We have moved to storing the Binding Solution in 5mL amber screw cap tubes for development runs (2.25mL for a single strip of 8 samples), with these in an opaque container. This makes it convenient to add glass milk and use it as a master mix (as suggested by Rabe Cepko). Care must be taken to keep the silica resuspended prior to pipetting for the addition to the sample, hence the mixing by pipetting on every draw.
Silica LAMP Assay Protocol
This is the main protocol. It includes the glass milk (silica) based purification and LAMP amplification. On one hand, it is vanilla Rabe Cepko, following their protocol closely. On the other hand, it includes various workflow details which we’ve arrived at after extensive experimentation.
Our current preferred version incorporates a transfer of the nucleic acid bound silica to the PCR tubes (where the LAMP reaction is carried out) in ethanol. The pellet resuspends easily in the 80% ethanol and—once in the PCR tubes—can be quickly dried on a heat block. Then they are ready for addition of the 1X LAMP Reaction Mix. We have used alternatives to this method, including an elution of the nucleic acid in water and also a resuspension of the pellet in water or 1X PBS, then addition to the LAMP reaction.

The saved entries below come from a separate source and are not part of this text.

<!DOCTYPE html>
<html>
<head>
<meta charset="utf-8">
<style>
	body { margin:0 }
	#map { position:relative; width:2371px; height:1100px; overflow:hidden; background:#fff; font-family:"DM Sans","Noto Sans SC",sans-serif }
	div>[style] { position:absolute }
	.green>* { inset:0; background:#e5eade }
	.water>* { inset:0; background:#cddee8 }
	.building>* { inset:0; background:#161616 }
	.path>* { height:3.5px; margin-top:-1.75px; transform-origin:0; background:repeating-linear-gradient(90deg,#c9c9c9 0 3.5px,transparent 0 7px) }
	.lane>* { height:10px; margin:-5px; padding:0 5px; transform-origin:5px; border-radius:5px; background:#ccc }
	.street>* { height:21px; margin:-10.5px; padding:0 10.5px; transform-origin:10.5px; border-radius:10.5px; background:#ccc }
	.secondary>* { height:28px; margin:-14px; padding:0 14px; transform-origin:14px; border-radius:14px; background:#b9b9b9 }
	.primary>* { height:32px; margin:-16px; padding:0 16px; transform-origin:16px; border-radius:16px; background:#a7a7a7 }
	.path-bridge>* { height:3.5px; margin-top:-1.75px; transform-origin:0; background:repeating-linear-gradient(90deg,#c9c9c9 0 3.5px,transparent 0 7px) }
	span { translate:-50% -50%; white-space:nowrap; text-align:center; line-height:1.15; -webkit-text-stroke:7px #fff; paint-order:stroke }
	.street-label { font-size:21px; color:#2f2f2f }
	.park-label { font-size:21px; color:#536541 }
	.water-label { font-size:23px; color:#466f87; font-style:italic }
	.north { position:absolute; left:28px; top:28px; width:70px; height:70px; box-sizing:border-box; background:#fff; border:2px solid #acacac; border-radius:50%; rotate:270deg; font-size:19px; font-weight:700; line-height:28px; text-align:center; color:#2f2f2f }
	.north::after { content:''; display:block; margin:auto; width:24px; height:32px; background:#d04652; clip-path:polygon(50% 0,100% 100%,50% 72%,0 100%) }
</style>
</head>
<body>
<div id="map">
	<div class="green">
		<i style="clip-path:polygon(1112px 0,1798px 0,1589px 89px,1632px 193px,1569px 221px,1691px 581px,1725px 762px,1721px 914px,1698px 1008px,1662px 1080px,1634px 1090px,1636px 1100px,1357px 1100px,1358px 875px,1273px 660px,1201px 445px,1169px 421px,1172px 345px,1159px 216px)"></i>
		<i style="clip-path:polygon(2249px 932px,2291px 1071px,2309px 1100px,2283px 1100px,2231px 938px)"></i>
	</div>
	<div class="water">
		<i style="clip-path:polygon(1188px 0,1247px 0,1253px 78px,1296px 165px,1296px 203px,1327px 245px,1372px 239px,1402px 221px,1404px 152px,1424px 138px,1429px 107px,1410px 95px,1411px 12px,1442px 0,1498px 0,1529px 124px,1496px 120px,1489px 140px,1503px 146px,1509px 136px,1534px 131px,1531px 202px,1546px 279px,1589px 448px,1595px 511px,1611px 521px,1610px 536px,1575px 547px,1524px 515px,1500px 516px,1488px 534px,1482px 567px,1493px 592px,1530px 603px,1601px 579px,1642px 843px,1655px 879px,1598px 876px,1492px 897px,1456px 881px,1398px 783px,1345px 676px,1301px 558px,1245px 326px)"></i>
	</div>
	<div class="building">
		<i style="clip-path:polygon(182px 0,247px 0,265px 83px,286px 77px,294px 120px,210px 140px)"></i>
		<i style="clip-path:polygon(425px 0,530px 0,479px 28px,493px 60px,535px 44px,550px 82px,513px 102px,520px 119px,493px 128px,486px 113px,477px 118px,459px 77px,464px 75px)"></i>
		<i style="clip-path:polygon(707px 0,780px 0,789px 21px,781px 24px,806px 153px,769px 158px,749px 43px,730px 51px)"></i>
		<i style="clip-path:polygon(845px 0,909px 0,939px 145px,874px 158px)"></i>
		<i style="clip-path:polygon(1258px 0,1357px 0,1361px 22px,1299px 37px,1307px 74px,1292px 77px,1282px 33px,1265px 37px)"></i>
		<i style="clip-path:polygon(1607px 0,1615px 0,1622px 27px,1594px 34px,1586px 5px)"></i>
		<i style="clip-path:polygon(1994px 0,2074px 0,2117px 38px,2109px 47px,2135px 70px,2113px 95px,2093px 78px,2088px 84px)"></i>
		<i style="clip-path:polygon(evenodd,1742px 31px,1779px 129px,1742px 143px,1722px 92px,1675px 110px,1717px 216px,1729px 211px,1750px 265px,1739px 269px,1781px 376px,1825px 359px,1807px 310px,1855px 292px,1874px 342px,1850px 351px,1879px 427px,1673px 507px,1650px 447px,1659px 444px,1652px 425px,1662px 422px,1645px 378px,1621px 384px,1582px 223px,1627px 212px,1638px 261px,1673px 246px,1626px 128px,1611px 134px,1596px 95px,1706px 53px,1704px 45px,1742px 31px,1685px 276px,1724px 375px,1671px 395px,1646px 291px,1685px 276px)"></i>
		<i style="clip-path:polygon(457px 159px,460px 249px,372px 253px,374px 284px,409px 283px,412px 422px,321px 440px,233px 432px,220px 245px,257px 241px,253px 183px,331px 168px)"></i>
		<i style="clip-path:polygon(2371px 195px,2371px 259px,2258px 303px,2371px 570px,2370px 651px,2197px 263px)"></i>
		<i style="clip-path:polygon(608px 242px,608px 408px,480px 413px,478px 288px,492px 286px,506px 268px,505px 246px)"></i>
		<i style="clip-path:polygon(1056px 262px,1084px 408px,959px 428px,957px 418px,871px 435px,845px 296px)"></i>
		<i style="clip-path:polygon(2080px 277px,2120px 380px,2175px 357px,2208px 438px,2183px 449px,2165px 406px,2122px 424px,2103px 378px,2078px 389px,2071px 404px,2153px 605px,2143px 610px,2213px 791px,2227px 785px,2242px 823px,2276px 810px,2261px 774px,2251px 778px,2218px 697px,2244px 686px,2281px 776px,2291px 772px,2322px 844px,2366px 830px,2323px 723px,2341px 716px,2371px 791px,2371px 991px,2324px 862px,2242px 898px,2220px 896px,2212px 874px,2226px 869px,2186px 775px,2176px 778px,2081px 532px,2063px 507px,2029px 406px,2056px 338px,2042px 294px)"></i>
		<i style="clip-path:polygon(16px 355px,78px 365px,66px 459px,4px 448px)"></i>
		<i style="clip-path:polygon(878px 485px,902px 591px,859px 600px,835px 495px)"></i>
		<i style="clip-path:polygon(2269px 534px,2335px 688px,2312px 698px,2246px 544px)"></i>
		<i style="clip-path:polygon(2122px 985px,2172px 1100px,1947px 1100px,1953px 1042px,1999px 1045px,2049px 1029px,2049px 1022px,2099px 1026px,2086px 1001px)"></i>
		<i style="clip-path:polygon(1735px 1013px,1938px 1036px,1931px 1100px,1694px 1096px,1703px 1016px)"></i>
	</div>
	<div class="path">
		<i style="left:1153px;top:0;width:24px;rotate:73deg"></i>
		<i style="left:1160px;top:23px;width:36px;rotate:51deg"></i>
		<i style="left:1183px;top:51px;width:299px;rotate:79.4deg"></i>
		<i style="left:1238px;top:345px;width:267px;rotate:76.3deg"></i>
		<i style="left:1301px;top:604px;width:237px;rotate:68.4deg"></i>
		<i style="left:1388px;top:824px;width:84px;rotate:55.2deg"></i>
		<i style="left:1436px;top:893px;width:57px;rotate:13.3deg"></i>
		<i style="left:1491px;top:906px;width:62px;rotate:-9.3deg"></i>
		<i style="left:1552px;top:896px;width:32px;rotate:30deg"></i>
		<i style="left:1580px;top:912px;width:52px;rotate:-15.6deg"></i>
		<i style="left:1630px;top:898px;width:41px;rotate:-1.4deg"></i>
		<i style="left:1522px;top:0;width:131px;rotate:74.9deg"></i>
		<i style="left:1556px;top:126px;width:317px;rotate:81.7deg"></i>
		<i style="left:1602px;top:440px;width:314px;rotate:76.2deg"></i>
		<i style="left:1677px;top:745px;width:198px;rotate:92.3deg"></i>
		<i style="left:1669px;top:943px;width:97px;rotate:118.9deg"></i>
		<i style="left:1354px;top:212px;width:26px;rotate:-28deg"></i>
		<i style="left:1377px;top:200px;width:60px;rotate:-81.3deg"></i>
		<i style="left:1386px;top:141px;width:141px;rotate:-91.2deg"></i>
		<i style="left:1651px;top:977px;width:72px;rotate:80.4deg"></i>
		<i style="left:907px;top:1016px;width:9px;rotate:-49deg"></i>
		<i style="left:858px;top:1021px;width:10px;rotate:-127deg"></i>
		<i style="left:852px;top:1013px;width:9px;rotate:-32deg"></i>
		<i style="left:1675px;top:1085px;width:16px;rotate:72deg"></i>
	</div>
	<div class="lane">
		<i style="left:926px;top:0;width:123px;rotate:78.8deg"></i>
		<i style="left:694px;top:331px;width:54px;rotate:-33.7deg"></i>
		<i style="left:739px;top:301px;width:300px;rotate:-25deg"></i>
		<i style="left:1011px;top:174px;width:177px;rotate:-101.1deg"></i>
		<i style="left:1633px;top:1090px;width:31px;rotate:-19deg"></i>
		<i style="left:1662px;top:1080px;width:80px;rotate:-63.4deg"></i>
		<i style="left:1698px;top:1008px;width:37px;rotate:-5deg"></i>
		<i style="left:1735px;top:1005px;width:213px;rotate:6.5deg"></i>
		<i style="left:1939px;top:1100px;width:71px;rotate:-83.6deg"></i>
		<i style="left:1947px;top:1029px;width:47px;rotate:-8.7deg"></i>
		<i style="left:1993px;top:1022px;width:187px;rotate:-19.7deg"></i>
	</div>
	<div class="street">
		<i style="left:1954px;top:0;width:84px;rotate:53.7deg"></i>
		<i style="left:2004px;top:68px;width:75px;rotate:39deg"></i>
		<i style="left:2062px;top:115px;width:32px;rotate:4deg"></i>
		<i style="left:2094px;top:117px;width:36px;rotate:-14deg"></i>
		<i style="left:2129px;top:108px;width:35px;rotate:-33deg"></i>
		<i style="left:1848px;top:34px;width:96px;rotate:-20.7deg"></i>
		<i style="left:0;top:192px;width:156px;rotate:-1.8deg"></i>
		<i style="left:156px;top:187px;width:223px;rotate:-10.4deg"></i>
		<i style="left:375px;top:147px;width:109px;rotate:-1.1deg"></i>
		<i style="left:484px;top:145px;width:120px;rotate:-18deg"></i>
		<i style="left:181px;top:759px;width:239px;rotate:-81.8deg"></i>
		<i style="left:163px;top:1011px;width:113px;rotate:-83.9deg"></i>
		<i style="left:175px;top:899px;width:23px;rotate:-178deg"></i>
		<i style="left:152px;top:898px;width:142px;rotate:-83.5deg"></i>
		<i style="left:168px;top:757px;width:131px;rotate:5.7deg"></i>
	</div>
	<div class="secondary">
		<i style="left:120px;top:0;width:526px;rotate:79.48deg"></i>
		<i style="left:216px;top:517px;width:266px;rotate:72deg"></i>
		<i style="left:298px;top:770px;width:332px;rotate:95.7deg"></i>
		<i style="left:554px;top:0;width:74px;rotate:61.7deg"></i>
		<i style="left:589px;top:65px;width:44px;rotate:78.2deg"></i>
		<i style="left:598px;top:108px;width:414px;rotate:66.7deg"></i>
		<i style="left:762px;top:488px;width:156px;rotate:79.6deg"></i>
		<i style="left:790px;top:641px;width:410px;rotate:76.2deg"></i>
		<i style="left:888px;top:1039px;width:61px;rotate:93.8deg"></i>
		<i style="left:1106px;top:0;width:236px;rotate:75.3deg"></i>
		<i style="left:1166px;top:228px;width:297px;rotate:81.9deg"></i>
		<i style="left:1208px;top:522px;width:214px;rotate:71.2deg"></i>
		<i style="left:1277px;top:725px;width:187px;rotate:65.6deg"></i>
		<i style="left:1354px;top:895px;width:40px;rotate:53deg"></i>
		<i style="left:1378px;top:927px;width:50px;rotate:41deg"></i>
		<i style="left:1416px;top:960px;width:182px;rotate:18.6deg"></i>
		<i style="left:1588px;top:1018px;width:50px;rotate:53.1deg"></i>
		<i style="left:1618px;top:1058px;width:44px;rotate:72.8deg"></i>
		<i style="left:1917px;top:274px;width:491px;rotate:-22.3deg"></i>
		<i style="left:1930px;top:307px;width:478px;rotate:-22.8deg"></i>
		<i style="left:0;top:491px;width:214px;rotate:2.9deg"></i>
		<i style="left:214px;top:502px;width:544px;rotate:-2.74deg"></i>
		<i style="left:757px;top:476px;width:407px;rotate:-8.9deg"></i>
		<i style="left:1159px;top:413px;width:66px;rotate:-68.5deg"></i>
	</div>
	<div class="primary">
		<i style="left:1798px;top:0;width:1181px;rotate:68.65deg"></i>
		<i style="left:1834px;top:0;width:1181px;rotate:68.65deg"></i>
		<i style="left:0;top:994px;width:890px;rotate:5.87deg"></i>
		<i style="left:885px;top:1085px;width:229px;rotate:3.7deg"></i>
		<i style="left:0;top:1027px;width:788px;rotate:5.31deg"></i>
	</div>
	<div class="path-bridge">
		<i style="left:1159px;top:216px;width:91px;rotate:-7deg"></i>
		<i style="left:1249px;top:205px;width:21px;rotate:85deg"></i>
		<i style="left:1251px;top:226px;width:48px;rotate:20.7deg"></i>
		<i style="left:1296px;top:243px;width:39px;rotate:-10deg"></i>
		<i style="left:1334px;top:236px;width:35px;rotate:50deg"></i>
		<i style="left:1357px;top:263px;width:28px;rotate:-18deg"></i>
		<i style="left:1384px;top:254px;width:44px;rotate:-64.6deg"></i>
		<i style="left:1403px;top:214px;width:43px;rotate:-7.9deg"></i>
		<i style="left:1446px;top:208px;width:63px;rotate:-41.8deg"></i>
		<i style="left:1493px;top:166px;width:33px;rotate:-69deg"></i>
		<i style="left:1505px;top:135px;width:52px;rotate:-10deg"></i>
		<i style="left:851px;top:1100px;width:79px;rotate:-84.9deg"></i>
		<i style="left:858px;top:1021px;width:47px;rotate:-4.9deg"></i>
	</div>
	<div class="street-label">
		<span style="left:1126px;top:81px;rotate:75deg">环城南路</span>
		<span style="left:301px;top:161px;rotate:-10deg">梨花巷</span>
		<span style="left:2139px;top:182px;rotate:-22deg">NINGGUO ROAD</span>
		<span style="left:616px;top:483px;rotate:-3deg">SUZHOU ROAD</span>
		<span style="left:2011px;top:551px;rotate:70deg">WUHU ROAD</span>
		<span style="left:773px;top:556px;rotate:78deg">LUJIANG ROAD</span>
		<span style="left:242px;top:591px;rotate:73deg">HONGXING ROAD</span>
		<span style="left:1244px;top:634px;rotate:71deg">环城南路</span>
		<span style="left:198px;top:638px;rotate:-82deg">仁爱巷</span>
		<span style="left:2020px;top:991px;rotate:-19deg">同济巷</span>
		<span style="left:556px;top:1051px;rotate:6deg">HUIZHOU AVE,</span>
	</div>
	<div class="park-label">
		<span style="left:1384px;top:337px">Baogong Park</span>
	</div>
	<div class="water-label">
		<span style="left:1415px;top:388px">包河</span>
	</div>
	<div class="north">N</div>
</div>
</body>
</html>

In addition to the LAMP Master Mix (NEB 1804), the assay uses 2 prepared solutions: a NaI Binding Solution and the Glass Milk (also called “prepared silica”).

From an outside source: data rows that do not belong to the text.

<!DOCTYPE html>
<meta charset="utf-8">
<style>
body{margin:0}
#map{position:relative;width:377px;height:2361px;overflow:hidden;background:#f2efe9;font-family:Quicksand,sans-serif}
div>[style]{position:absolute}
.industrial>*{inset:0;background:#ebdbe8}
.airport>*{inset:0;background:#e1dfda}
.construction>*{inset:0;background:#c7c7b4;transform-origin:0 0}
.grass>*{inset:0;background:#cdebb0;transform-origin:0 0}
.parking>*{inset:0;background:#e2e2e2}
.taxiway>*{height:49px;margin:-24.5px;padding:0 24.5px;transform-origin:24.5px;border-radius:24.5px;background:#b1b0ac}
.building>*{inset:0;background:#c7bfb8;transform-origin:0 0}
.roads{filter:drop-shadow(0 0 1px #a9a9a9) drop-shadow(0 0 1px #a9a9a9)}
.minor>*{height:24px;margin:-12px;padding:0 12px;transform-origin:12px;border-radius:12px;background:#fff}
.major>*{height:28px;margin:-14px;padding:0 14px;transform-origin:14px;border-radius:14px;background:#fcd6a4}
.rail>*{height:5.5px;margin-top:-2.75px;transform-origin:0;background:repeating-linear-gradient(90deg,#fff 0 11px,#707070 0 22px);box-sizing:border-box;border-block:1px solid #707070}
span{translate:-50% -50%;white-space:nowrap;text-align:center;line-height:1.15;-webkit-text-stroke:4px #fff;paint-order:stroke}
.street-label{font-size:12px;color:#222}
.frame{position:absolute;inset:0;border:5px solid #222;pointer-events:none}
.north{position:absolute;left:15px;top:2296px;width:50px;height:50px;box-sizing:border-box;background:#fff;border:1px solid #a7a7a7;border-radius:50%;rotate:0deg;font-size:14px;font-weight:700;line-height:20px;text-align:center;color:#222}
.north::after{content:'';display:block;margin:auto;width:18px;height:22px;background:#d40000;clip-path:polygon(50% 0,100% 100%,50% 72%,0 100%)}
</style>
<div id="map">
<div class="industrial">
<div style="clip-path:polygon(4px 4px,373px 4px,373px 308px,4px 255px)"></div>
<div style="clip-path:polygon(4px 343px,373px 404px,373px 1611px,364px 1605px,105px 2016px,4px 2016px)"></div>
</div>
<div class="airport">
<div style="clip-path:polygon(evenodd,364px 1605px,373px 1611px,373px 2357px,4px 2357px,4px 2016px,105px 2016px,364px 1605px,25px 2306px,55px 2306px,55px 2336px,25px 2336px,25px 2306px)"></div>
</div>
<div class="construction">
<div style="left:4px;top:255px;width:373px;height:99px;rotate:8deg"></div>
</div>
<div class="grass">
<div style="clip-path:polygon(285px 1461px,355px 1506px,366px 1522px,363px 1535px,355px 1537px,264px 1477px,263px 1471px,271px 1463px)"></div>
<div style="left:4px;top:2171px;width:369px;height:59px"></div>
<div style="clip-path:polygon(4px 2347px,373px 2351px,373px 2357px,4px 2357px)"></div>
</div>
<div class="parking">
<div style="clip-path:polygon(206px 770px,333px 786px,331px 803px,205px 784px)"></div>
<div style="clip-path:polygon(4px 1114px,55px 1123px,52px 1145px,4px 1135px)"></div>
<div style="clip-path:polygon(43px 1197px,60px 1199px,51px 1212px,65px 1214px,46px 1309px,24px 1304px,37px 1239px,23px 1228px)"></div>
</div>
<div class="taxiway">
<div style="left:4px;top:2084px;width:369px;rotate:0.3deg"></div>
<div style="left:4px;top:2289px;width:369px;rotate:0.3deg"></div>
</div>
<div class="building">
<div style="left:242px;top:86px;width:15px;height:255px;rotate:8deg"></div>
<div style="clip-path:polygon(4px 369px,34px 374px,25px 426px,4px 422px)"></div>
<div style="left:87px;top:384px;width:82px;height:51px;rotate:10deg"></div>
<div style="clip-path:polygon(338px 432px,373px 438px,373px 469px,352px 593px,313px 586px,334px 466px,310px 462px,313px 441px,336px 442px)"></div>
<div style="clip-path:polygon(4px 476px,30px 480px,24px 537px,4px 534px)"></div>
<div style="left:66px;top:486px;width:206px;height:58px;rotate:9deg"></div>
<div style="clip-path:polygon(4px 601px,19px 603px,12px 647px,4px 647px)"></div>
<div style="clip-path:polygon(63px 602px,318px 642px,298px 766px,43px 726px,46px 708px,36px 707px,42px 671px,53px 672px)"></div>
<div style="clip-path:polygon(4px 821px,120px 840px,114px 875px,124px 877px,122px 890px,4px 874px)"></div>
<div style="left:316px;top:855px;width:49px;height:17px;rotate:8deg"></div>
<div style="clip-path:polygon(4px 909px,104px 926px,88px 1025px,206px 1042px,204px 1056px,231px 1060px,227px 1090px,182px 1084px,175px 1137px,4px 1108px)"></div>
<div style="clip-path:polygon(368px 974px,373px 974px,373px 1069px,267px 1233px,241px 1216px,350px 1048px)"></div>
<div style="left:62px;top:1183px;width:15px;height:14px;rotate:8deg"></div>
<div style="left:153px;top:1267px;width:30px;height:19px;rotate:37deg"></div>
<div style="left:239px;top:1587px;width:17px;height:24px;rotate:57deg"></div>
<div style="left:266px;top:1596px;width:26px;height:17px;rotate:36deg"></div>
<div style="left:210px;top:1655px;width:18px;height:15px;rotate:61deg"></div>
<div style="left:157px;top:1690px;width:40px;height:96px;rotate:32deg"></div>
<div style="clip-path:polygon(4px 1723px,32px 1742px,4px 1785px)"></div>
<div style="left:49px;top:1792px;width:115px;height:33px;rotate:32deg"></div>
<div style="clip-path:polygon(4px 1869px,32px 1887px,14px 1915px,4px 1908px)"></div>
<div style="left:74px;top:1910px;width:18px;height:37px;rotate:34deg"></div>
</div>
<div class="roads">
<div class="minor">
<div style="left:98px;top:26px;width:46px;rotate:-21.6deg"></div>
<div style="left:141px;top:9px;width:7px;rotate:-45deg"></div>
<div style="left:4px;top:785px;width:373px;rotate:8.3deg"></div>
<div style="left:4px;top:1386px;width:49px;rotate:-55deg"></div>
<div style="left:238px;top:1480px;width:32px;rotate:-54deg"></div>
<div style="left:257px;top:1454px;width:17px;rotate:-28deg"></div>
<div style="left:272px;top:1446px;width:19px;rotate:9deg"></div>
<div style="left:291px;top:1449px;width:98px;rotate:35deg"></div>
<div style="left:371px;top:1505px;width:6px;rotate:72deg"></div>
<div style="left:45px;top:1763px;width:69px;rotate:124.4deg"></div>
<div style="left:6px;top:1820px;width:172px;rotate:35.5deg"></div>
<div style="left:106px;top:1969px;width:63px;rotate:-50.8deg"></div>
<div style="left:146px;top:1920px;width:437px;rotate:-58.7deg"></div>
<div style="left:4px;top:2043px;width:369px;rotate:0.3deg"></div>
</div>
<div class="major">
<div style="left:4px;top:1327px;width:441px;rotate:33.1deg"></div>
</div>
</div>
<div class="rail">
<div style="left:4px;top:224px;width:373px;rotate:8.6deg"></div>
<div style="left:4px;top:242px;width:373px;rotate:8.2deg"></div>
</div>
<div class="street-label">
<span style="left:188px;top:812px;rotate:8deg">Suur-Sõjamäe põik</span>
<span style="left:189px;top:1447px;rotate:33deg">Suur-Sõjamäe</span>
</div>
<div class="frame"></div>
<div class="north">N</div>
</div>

We utilize heat blocks and have eliminated water baths from our protocol because 1) danger of steam burns and 2) potential for contamination from the water. We also avoid ice baths because of contamination. However water baths and ice can be utilized with adequate precautions, such as additives or additional ethanol spritzing.
We’ve selected a low-cost centrifuge (SpinPlus $276) for our 4 current inactivation stations. Each centrifuge holds six 15mL or 5mL tubes. Based on processing one batch of 6 tubes every 5min, this process takes about 20 minutes total per batch of sample tubes, which can be pipelined through the heat, cooling and centrifugation steps.